Data provided:
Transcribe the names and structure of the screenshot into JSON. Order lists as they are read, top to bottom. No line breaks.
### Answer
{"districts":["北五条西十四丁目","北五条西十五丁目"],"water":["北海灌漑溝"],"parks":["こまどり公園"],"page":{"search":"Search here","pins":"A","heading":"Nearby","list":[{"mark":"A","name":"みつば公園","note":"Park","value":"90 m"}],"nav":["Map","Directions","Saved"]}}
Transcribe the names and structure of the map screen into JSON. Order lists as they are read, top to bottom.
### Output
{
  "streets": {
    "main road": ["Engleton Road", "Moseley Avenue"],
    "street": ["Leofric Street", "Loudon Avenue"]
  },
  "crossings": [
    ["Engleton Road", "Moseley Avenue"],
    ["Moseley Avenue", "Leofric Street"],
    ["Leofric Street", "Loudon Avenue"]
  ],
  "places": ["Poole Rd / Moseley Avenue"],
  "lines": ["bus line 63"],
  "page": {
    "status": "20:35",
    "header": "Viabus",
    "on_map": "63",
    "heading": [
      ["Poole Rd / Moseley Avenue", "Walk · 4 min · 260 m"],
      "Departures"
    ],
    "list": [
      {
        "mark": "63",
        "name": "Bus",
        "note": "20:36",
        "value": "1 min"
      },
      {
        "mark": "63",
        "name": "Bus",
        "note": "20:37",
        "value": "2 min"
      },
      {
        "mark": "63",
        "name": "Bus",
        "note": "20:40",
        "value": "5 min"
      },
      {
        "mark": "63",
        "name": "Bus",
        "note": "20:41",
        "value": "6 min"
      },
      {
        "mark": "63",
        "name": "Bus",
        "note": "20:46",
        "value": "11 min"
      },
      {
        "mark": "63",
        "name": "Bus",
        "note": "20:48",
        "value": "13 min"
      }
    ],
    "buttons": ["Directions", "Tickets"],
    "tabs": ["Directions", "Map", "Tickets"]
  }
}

...

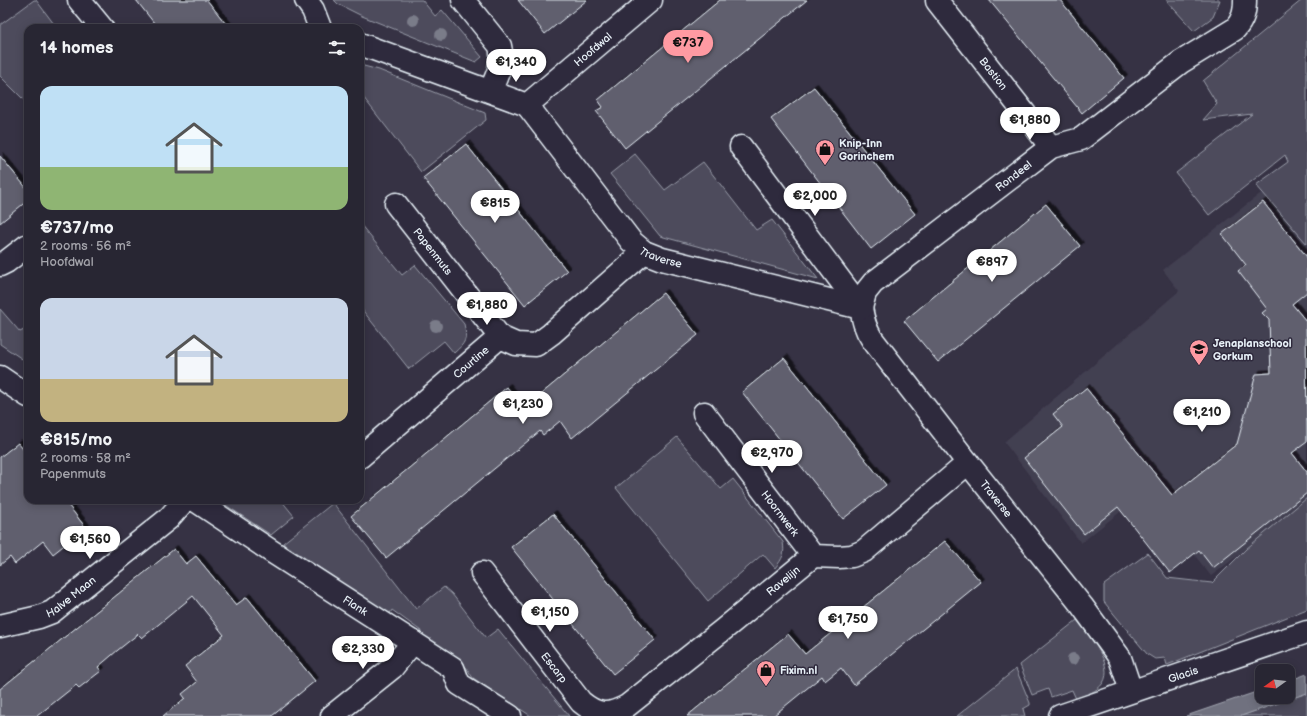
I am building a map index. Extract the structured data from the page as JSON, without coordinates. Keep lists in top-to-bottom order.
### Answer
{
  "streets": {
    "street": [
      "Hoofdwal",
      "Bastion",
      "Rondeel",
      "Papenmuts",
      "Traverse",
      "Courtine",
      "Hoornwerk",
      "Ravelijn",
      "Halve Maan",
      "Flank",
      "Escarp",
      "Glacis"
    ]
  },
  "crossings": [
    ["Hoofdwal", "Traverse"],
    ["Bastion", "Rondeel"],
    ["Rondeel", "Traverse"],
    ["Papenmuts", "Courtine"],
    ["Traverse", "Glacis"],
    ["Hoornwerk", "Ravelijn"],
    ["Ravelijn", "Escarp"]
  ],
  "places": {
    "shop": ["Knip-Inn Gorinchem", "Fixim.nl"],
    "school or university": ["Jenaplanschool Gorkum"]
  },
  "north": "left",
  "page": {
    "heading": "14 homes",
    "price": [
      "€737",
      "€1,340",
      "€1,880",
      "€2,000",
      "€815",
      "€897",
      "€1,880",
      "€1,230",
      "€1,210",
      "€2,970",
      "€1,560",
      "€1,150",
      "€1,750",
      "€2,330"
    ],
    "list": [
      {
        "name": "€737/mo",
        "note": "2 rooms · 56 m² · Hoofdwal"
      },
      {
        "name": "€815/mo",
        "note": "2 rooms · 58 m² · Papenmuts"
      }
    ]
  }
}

Task brief: Will you return exactly the lines above from the one with "Transcribe the names and structure of the screenshot" down to the one with "Transcribe the names and structure of the map", counting both as part of the range?

Exercise response:
Transcribe the names and structure of the screenshot into JSON. Order lists as they are read, top to bottom. No line breaks.
### Answer
{"districts":["北五条西十四丁目","北五条西十五丁目"],"water":["北海灌漑溝"],"parks":["こまどり公園"],"page":{"search":"Search here","pins":"A","heading":"Nearby","list":[{"mark":"A","name":"みつば公園","note":"Park","value":"90 m"}],"nav":["Map","Directions","Saved"]}}
Transcribe the names and structure of the map screen into JSON. Order lists as they are read, top to bottom.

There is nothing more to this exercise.